Aerial view of Levittown, PA:  Built quickly using assembly-line techniques; affordable; and for whites only.

It is often assumed that segregation by race in cities and suburbs (particularly in the north) was and is a result of “natural” processes, even when those processes are the ugly expression of white fear. White flight to the suburbs, the logic goes, may be reprehensible, but it’s a predictable result when white people, guided by prejudice, felt their neighborhoods were in danger of being “taken over.” In reality, that does not accurately describe what happened in urban and suburban areas. The segregation of areas by race was more than a choice made by individuals; it was abetted and reinforced by private and public policies, laws, and regulations. (Note: The following post is, for the most part, about northern cities; southern cities may have followed similar patterns, but I haven’t researched southern cities enough to say that with any certainty.)
Prior to the early 20th century, the migration and settlement patterns in cities followed a predictable path. Most cities had a de facto central “reception area” where immigrants and newly-arrived African-Americans tended to initially cluster. Strict boundaries did not exist, and racially-diverse neighborhoods did exist, most often defined by class or a common workplace, rather than race or ethnic origin. When movement occurred, it was not on the basis of abandoning a “changing neighborhood” as much as it was movement to less-settled areas, where new single-family housing could be built and purchased, houses of worship could be established, and communities could be created. It was at this point in the evolution and growth of cities that places like a “Little Italy” or a “Germantown” came to be recognized neighborhoods. Often, African-Americans were able to make similar moves, despite lower wages and fewer job opportunities. In Detroit, for example, African-Americans moved to the outermost limits of the city, or in un-annexed areas, near Eight Mile and built their own homes.

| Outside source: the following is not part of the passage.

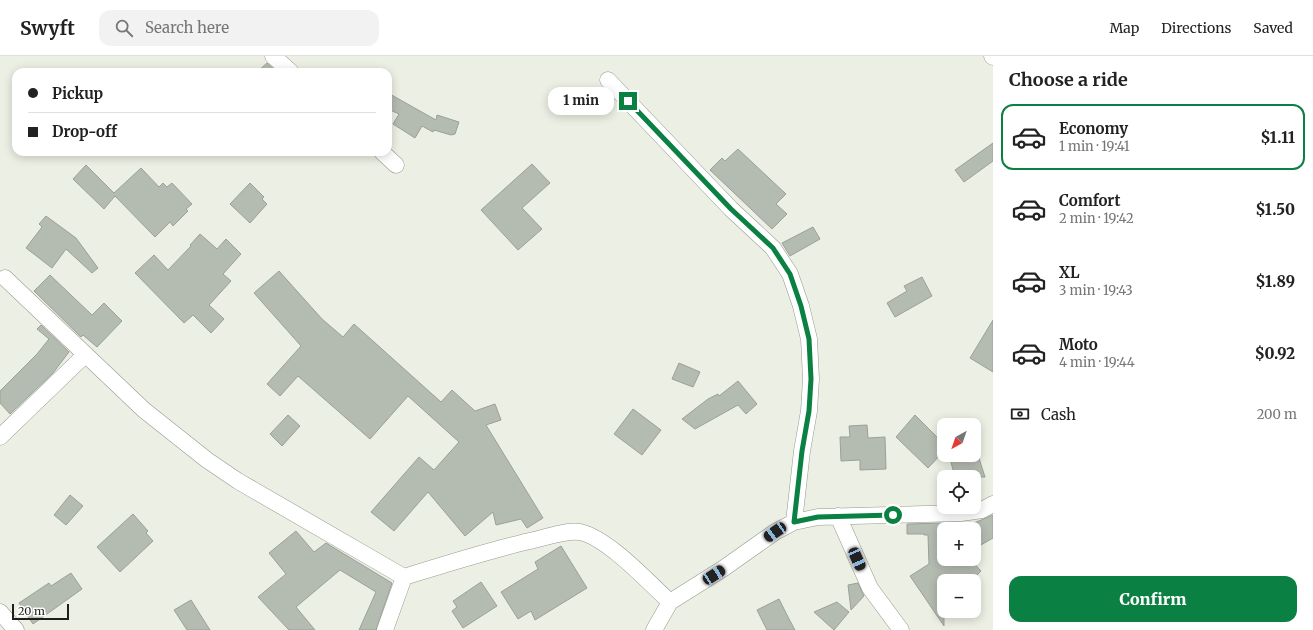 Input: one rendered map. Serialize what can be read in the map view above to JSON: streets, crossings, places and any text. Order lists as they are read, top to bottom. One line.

It was with the Great Migration (starting around 1916 in response to the need for industrial workers in the north and the increasingly violent and oppressive Jim Crow policies of the South), and the increasing availability and importance of the automobile that these long-established housing patterns started to change. By 1919, it is estimated that one million black southerners had migrated to northern cities.

In the decade between 1910 and 1920, the black population of major Northern cities grew by large percentages, including New York (66 percent), Chicago (148 percent), Philadelphia (500 percent) and Detroit (611 percent).

Many new arrivals found jobs in factories, slaughterhouses and foundries, where working conditions were arduous and sometimes dangerous. Female migrants had a harder time finding work, spurring heated competition for domestic labor positions.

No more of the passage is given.